Early Fall is the ideal time to plant Spring flowering bulbs because it allows the root system to develop and establish before the ground freezes. Bulbs with a short dormancy, such as daffodils, crocus, and some of the very early Spring bulbs, should be planted in September or early October. Hyacinths and wood hyacinths can be planted at late as mid-Fall, and tulips can be planted successfully until the ground freezes.
Most bulbs prefer a light, well-drained soil that is rich in humus. Loose, friable soil beneath the bulb encourages good root growth and promotes drainage. Wet areas and poorly drained soils invite root rotting organisms to develop.

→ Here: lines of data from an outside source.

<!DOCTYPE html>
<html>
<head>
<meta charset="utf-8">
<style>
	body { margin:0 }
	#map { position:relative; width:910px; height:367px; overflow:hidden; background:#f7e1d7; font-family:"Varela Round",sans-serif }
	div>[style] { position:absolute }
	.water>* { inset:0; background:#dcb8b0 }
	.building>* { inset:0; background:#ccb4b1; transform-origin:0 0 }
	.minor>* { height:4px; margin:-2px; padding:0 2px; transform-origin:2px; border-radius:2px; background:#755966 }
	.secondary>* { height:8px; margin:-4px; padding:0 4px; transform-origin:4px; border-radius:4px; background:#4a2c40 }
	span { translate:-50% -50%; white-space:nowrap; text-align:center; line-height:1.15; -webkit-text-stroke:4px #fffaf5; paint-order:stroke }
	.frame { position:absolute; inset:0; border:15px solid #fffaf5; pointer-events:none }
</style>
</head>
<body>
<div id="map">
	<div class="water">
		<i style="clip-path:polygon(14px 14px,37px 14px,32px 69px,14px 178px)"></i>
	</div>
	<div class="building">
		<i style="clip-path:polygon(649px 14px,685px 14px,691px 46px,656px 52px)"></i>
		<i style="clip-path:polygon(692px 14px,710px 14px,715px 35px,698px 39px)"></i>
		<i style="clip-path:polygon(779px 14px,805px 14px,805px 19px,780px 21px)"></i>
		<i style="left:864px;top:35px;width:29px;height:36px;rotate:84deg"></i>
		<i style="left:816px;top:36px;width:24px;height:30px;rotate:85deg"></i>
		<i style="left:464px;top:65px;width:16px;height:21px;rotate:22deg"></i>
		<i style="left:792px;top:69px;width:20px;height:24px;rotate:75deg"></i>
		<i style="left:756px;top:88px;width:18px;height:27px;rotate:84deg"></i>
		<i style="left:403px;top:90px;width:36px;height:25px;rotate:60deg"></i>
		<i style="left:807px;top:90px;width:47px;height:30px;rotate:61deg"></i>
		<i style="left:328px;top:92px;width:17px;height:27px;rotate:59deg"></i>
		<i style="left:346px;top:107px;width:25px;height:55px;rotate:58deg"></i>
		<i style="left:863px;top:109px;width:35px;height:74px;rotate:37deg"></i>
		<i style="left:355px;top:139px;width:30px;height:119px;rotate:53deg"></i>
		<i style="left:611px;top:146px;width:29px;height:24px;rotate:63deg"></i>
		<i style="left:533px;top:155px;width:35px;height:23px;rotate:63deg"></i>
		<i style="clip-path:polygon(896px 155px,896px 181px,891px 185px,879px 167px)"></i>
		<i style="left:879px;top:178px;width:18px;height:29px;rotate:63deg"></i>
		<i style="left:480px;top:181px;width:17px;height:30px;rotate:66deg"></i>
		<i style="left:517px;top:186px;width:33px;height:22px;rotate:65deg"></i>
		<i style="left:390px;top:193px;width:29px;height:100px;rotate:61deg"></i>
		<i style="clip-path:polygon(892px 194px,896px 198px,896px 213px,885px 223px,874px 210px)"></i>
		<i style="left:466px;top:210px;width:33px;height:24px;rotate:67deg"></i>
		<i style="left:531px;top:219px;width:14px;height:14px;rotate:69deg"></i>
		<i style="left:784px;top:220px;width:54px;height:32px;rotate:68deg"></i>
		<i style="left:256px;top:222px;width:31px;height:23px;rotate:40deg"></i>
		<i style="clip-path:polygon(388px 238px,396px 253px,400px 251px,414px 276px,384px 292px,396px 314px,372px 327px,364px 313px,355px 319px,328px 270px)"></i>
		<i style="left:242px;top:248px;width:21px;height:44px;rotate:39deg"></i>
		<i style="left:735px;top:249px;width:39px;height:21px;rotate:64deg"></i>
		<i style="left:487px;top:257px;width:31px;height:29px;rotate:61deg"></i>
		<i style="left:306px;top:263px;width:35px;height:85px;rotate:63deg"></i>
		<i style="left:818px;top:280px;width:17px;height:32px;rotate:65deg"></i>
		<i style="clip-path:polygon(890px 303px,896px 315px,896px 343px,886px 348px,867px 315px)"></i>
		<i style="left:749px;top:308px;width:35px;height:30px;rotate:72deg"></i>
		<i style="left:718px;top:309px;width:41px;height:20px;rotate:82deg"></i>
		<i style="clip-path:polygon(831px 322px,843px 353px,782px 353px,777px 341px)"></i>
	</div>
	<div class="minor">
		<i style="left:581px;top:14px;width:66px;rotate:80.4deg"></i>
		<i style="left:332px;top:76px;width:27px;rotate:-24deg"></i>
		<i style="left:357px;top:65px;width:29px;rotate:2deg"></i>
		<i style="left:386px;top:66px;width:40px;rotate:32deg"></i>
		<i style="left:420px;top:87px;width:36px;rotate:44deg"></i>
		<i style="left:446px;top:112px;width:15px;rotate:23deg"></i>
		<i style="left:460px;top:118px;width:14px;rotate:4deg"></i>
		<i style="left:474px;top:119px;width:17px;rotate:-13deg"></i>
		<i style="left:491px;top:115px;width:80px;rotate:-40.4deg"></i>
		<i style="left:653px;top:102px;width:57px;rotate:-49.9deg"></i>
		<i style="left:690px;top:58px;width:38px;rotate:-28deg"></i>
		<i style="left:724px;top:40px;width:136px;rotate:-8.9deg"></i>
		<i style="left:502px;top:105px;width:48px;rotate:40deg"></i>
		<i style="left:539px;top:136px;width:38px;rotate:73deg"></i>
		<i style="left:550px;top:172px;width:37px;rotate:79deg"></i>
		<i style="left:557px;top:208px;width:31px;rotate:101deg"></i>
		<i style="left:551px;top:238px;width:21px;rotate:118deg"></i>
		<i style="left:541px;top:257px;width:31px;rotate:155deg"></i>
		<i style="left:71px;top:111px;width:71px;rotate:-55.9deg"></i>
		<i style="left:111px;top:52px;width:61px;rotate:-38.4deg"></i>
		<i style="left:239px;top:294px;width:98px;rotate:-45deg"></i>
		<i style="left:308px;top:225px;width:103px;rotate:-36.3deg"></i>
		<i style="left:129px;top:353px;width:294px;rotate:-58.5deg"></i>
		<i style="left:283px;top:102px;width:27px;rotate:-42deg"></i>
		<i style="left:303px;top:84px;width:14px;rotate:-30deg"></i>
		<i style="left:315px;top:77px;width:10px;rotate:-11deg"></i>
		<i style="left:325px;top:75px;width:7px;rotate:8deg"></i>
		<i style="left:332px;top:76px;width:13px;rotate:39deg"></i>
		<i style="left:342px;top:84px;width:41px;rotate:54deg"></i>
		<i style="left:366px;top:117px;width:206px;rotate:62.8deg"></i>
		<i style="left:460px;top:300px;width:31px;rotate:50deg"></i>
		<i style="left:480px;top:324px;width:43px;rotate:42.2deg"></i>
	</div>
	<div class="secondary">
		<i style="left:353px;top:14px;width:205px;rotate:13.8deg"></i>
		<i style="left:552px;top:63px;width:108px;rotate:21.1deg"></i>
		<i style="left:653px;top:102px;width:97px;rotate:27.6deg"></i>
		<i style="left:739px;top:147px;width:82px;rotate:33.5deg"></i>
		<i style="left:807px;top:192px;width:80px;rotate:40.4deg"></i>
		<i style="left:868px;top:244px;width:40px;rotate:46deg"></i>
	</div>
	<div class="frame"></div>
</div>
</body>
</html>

Bulbs should be planted at the required depth for each species, but, as a general rule should be planted 3 times deeper than the diameter of the bulb. In cold climates and where the soil is very light and sandy, bulbs should be planted deeper. In heavy clay soils they should be planted higher. Daffodil bulbs should be planted at a depth of 7″-8″; hyacinths 5″-6″; crocus 3″-4″; and tulips between 6″=12″. One tablespoon of bonemeal should be added to each hole or incorporated into the soil at the time of planting.

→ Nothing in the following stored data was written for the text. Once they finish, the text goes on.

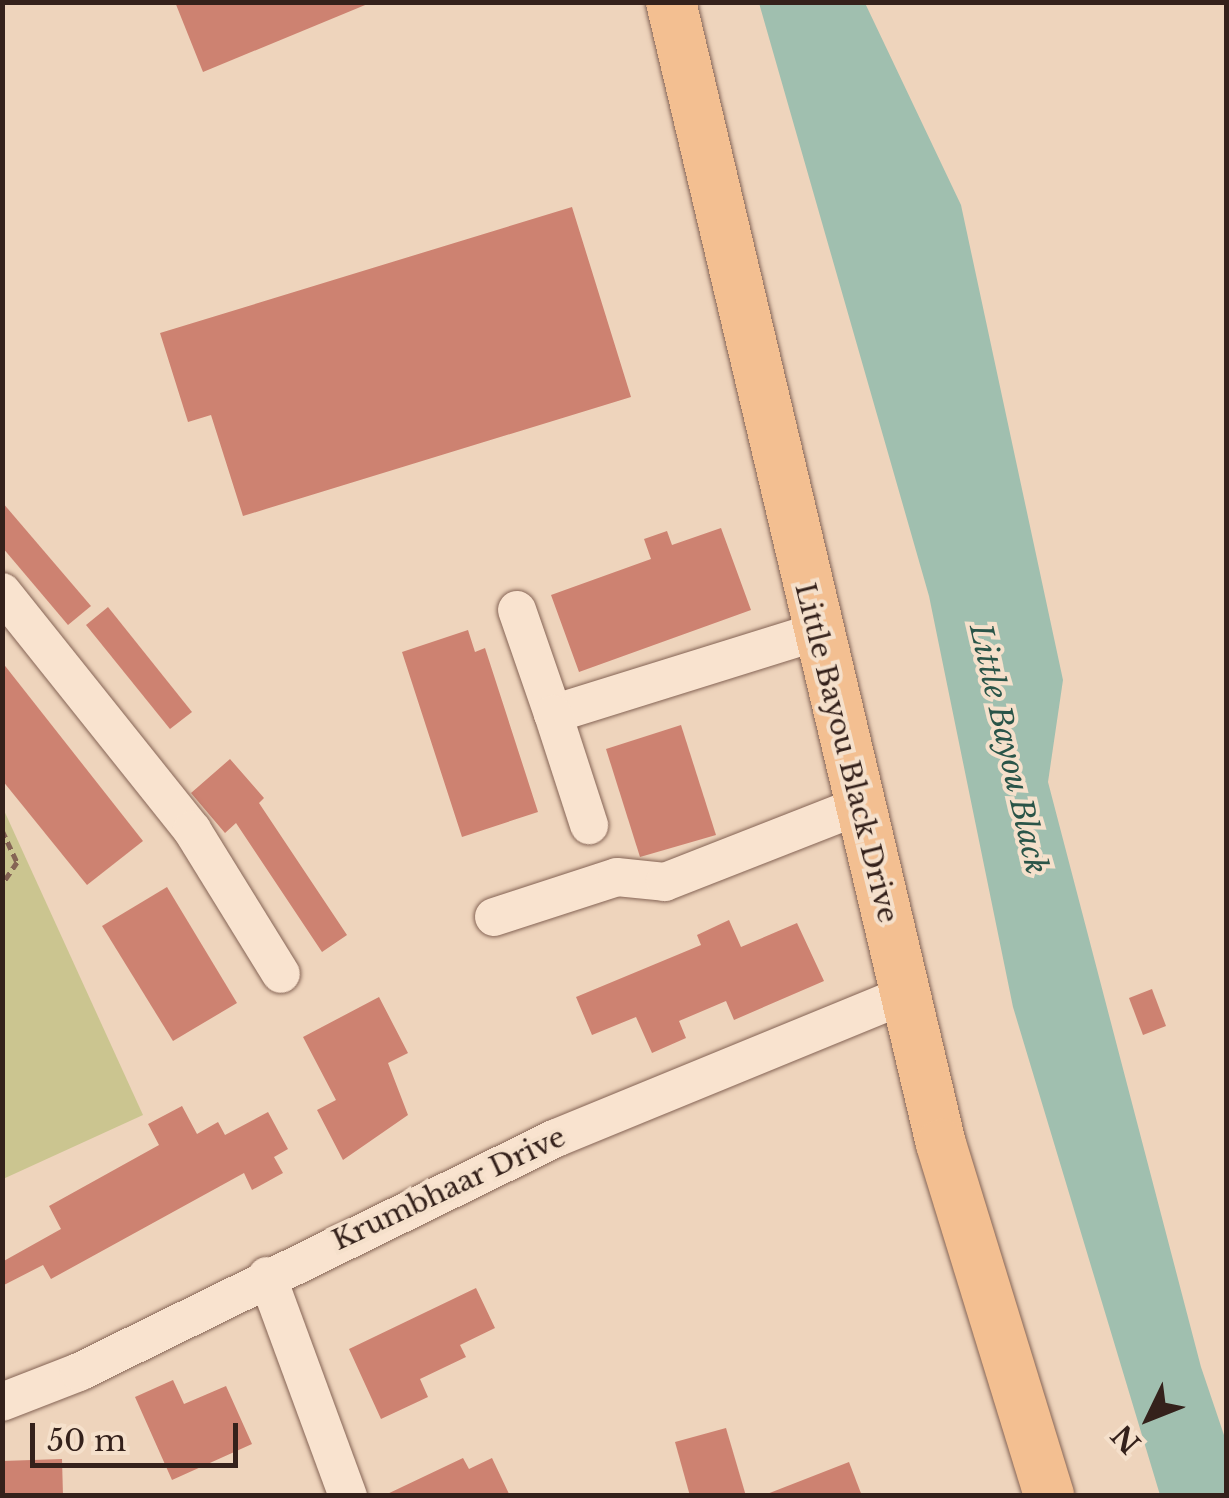 <!DOCTYPE html>
<style>
body{margin:0}
#map{position:relative;width:1229px;height:1498px;overflow:hidden;background:#eed4bc;font-family:"Libre Baskerville",serif}
div>[style]{position:absolute}
[style*='--x']{left:calc(var(--x)*1px);top:calc(var(--y)*1px);width:calc(var(--w)*1px);rotate:calc(var(--a)*1deg)}
.green>*{inset:0;background:#cbc590}
.water>*{inset:0;background:#a0bfaf}
.building>*{inset:0;background:#cd8271}
.path>*{height:5px;margin-top:-2.5px;transform-origin:0;background:repeating-linear-gradient(90deg,#856455 0 8px,transparent 0 13px)}
.roads{filter:drop-shadow(0 0 2px #856455) drop-shadow(0 0 2px #856455)}
.minor>*{height:38px;margin:-19px;padding:0 19px;transform-origin:19px;border-radius:19px;background:#f9e3cf}
.major>*{height:50px;margin:-25px;padding:0 25px;transform-origin:25px;border-radius:25px;background:#f3bf91}
span{translate:-50% -50%;white-space:nowrap;text-align:center;line-height:1.15;-webkit-text-stroke:8px #f5e0cb;paint-order:stroke}
.street-label{font-size:28px;color:#34211b}
.water-label{font-size:30px;color:#295448;font-style:italic}
.frame{position:absolute;inset:0;border:5px solid #34211b;pointer-events:none}
.north{position:absolute;left:1099px;top:1368px;width:100px;height:100px;-webkit-text-stroke:8px #f5e0cb;paint-order:stroke;rotate:227deg;font-size:28px;font-weight:700;line-height:40px;text-align:center;color:#34211b}
.north::after{content:'';display:block;margin:auto;width:35px;height:45px;background:#34211b;clip-path:polygon(50% 0,100% 100%,50% 72%,0 100%)}
.scale{position:absolute;left:30px;top:1423px;width:208px;height:45px;box-sizing:border-box;border:5px solid #34211b;border-top:0;padding-left:12px;font-size:30px;line-height:35px;white-space:nowrap;color:#34211b;-webkit-text-stroke:8px #f5e0cb;paint-order:stroke}
</style>
<div id="map">
<div class="green">
<div style="clip-path:polygon(2px 806px,143px 1115px,3px 1179px,2px 1179px)"></div>
</div>
<div class="water">
<div style="clip-path:polygon(759px 3px,865px 3px,961px 205px,1063px 680px,1048px 782px,1201px 1367px,1226px 1441px,1226px 1495px,1160px 1495px,1013px 1007px,929px 596px)"></div>
</div>
<div class="building">
<div style="clip-path:polygon(175px 2px,370px 2px,370px 3px,203px 72px)"></div>
<div style="clip-path:polygon(572px 207px,631px 397px,243px 516px,211px 415px,188px 422px,160px 333px)"></div>
<div style="clip-path:polygon(2px 502px,91px 606px,68px 625px,2px 547px)"></div>
<div style="clip-path:polygon(721px 528px,751px 610px,579px 672px,551px 595px,651px 559px,644px 539px,667px 531px,672px 545px)"></div>
<div style="clip-path:polygon(108px 607px,192px 712px,170px 729px,86px 625px)"></div>
<div style="clip-path:polygon(468px 630px,475px 652px,485px 648px,538px 812px,462px 837px,402px 652px)"></div>
<div style="clip-path:polygon(2px 662px,143px 841px,87px 885px,2px 780px)"></div>
<div style="clip-path:polygon(681px 725px,716px 835px,640px 857px,606px 749px)"></div>
<div style="clip-path:polygon(230px 759px,264px 798px,259px 803px,347px 935px,322px 952px,236px 823px,225px 833px,191px 793px)"></div>
<div style="clip-path:polygon(167px 887px,237px 1003px,173px 1041px,102px 926px)"></div>
<div style="clip-path:polygon(729px 920px,741px 947px,797px 923px,824px 981px,734px 1020px,726px 1001px,679px 1021px,686px 1038px,652px 1053px,636px 1017px,592px 1035px,576px 997px,701px 945px,697px 935px)"></div>
<div style="clip-path:polygon(1152px 989px,1166px 1026px,1143px 1035px,1129px 998px)"></div>
<div style="clip-path:polygon(379px 997px,408px 1053px,388px 1063px,408px 1115px,343px 1160px,317px 1110px,336px 1100px,303px 1037px)"></div>
<div style="clip-path:polygon(182px 1106px,197px 1134px,218px 1122px,225px 1135px,268px 1112px,288px 1149px,274px 1157px,283px 1173px,252px 1190px,244px 1173px,51px 1279px,43px 1265px,2px 1286px,2px 1262px,61px 1229px,49px 1206px,159px 1145px,148px 1124px)"></div>
<div style="clip-path:polygon(476px 1288px,495px 1328px,460px 1345px,466px 1357px,420px 1379px,428px 1397px,381px 1419px,349px 1349px)"></div>
<div style="clip-path:polygon(173px 1380px,184px 1404px,226px 1386px,252px 1444px,172px 1480px,135px 1397px)"></div>
<div style="clip-path:polygon(726px 1428px,746px 1496px,690px 1496px,675px 1442px)"></div>
<div style="clip-path:polygon(463px 1458px,469px 1469px,492px 1458px,510px 1496px,383px 1496px)"></div>
<div style="clip-path:polygon(62px 1459px,63px 1496px,2px 1496px,2px 1461px)"></div>
<div style="clip-path:polygon(849px 1462px,862px 1496px,768px 1496px,767px 1494px)"></div>
</div>
<div class="path">
<div style="--x:2;--y:830;--w:35;--a:65"></div>
<div style="--x:17;--y:862;--w:27;--a:124"></div>
</div>
<div class="roads">
<div class="minor">
<div style="--x:2;--y:592;--w:305;--a:51.4"></div>
<div style="--x:192;--y:830;--w:169;--a:58.3"></div>
<div style="--x:517;--y:610;--w:110;--a:70.9"></div>
<div style="--x:553;--y:714;--w:276;--a:-17.3"></div>
<div style="--x:553;--y:714;--w:117;--a:72"></div>
<div style="--x:494;--y:917;--w:129;--a:-18"></div>
<div style="--x:617;--y:877;--w:48;--a:5.9"></div>
<div style="--x:665;--y:882;--w:208;--a:-21.4"></div>
<div style="--x:267;--y:1276;--w:234;--a:69.8"></div>
<div style="--x:2;--y:1402;--w:83;--a:-21.3"></div>
<div style="--x:79;--y:1372;--w:531;--a:-26.13"></div>
<div style="--x:556;--y:1138;--w:377;--a:-22.3"></div>
</div>
<div class="major">
<div style="--x:671;--y:2;--w:1173;--a:76.7"></div>
<div style="--x:941;--y:1144;--w:368;--a:72.9"></div>
</div>
</div>
<div class="street-label">
<span style="left:846px;top:753px;rotate:76deg">Little Bayou Black Drive</span>
<span style="left:449px;top:1189px;rotate:-25deg">Krumbhaar Drive</span>
</div>
<div class="water-label">
<span style="left:1008px;top:749px;rotate:77deg">Little Bayou Black</span>
</div>
<div class="frame"></div>
<div class="north">N</div>
<div class="scale">50 m</div>
</div>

Generally bulbs are most effective when planted in clumps or drifts of at least 10 (large bulbs) or 25 (small bulbs) of a single variety and color. If the display is to be viewed from a distance, large naturalized colonies are effective.
Tulip displays should be replanted every year if the flowers are to be of a uniform size and height for a prominent display. Unlike other bulbs which increase by producing offsets annually, tulip bulbs split into smaller bulbs at maturity. These half-bulbs must then grow for 2 to 3 years until they reach flowering size.